[Items from a dataset]
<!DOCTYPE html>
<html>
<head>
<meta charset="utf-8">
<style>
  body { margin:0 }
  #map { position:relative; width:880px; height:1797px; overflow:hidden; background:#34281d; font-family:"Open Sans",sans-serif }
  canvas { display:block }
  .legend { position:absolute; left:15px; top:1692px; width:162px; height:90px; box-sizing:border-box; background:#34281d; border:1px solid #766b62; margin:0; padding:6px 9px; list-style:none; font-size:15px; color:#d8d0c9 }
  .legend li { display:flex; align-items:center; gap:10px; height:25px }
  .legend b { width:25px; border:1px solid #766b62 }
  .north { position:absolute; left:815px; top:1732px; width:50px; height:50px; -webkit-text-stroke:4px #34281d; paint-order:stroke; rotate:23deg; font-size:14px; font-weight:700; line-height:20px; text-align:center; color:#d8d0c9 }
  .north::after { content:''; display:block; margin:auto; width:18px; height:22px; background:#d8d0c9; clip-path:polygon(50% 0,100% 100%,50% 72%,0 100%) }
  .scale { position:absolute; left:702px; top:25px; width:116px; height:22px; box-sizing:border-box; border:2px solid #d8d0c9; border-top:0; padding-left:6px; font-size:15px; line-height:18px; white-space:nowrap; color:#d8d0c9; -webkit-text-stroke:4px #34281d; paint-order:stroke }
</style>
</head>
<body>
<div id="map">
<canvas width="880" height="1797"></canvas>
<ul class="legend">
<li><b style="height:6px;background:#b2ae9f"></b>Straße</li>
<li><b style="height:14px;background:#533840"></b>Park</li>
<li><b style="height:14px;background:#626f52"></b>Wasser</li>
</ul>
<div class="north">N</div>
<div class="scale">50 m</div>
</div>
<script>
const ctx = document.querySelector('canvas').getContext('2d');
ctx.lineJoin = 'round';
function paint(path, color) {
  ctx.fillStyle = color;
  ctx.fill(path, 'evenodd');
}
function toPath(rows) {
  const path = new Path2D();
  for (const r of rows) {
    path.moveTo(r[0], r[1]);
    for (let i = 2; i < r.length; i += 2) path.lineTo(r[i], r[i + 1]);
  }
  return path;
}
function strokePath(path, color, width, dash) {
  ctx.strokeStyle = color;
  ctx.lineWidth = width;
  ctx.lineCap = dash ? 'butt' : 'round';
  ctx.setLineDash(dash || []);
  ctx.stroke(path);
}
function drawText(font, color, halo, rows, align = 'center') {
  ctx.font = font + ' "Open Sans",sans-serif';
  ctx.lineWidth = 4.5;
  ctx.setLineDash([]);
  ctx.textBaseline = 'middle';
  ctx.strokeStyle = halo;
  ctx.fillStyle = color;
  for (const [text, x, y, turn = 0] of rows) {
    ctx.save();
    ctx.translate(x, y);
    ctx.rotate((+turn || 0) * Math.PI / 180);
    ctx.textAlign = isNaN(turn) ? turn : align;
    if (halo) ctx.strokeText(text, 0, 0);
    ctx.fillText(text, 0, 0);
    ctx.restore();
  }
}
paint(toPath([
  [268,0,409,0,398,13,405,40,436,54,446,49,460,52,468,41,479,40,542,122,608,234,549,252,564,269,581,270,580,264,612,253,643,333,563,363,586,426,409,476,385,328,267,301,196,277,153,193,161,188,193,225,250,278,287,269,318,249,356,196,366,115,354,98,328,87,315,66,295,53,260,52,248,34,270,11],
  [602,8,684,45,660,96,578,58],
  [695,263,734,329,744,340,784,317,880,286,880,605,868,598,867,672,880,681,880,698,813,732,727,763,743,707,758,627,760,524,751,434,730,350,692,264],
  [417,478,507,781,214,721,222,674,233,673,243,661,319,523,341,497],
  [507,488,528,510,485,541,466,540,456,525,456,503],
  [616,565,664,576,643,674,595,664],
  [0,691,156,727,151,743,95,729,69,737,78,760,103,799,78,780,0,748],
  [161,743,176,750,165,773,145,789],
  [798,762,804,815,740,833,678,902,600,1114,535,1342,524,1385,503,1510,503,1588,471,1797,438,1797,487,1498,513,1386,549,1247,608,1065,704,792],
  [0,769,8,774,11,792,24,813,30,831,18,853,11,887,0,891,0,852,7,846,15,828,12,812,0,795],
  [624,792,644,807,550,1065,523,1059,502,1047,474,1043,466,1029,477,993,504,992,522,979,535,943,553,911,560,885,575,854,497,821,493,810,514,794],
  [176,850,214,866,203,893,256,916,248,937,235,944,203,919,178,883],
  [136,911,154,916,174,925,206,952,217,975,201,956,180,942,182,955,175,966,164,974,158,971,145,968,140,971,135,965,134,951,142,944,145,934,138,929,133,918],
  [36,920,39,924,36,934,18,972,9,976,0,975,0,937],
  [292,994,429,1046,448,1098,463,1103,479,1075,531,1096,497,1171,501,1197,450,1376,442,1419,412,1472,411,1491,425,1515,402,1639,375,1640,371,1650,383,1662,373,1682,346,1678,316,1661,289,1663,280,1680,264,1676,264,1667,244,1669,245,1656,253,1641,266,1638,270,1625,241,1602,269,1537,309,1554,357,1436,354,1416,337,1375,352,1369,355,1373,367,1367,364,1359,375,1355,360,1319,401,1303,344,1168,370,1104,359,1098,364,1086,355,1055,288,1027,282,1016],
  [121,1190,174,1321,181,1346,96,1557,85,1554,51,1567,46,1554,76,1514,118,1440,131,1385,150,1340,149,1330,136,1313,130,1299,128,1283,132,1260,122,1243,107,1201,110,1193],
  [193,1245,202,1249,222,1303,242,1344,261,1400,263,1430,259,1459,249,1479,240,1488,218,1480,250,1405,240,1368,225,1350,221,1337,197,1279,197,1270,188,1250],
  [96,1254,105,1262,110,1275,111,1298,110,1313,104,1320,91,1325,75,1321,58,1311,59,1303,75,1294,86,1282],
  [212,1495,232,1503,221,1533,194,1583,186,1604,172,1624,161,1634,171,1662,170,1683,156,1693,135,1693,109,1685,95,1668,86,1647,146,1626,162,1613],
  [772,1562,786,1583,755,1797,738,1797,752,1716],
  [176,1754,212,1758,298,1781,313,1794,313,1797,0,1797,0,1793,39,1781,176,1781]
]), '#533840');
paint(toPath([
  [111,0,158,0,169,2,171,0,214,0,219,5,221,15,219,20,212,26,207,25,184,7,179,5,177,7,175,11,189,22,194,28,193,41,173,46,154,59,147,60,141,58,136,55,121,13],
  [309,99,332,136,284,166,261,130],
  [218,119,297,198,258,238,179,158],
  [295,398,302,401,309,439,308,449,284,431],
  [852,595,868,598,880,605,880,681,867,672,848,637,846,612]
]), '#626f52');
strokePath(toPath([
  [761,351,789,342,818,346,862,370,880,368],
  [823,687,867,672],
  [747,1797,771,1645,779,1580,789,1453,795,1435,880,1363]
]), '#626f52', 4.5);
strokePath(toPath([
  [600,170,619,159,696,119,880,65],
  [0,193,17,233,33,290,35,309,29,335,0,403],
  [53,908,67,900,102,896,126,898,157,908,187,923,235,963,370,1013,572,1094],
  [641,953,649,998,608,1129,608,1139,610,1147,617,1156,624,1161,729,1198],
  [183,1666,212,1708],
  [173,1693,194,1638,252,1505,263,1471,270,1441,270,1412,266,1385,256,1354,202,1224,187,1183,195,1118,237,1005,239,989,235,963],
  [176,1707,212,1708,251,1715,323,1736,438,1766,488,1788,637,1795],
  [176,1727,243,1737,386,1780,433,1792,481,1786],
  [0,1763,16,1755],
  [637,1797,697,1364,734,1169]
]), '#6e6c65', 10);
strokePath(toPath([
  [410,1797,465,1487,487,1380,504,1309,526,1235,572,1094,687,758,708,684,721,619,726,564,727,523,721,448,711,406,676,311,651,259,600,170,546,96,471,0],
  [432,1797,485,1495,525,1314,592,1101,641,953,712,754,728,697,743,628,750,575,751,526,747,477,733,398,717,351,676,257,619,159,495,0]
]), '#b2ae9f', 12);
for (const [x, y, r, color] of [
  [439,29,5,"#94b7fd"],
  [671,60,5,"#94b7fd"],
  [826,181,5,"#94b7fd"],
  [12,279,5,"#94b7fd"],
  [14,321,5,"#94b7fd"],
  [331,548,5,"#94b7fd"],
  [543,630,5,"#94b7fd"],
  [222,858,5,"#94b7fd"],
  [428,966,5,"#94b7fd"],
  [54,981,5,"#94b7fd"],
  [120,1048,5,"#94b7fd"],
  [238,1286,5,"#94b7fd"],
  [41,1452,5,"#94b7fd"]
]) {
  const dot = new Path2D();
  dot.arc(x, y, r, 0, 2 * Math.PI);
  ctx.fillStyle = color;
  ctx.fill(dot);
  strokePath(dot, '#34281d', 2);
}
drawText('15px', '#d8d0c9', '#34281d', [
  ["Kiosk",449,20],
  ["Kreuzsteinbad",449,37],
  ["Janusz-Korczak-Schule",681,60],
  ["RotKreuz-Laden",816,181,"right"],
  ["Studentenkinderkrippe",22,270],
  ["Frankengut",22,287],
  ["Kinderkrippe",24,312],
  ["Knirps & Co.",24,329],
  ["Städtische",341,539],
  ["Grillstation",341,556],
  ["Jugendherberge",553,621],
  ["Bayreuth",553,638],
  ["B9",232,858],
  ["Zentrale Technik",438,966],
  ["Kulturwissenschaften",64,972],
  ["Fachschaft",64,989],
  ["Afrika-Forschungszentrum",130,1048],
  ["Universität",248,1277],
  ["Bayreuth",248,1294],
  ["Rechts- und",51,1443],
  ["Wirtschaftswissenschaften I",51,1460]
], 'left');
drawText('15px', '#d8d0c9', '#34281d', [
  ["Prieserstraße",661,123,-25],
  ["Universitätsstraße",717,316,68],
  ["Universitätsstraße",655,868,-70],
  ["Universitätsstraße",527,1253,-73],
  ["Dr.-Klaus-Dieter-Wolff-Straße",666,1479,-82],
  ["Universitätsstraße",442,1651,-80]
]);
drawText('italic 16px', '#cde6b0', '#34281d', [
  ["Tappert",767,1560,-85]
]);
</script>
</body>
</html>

### YOUR OBJECTIVE
Repeat the entries above exactly, from the first line through the line containing "display:flex; align-items:center; gap:10px;".

### WRITTEN RESPONSE
<!DOCTYPE html>
<html>
<head>
<meta charset="utf-8">
<style>
  body { margin:0 }
  #map { position:relative; width:880px; height:1797px; overflow:hidden; background:#34281d; font-family:"Open Sans",sans-serif }
  canvas { display:block }
  .legend { position:absolute; left:15px; top:1692px; width:162px; height:90px; box-sizing:border-box; background:#34281d; border:1px solid #766b62; margin:0; padding:6px 9px; list-style:none; font-size:15px; color:#d8d0c9 }
  .legend li { display:flex; align-items:center; gap:10px; height:25px }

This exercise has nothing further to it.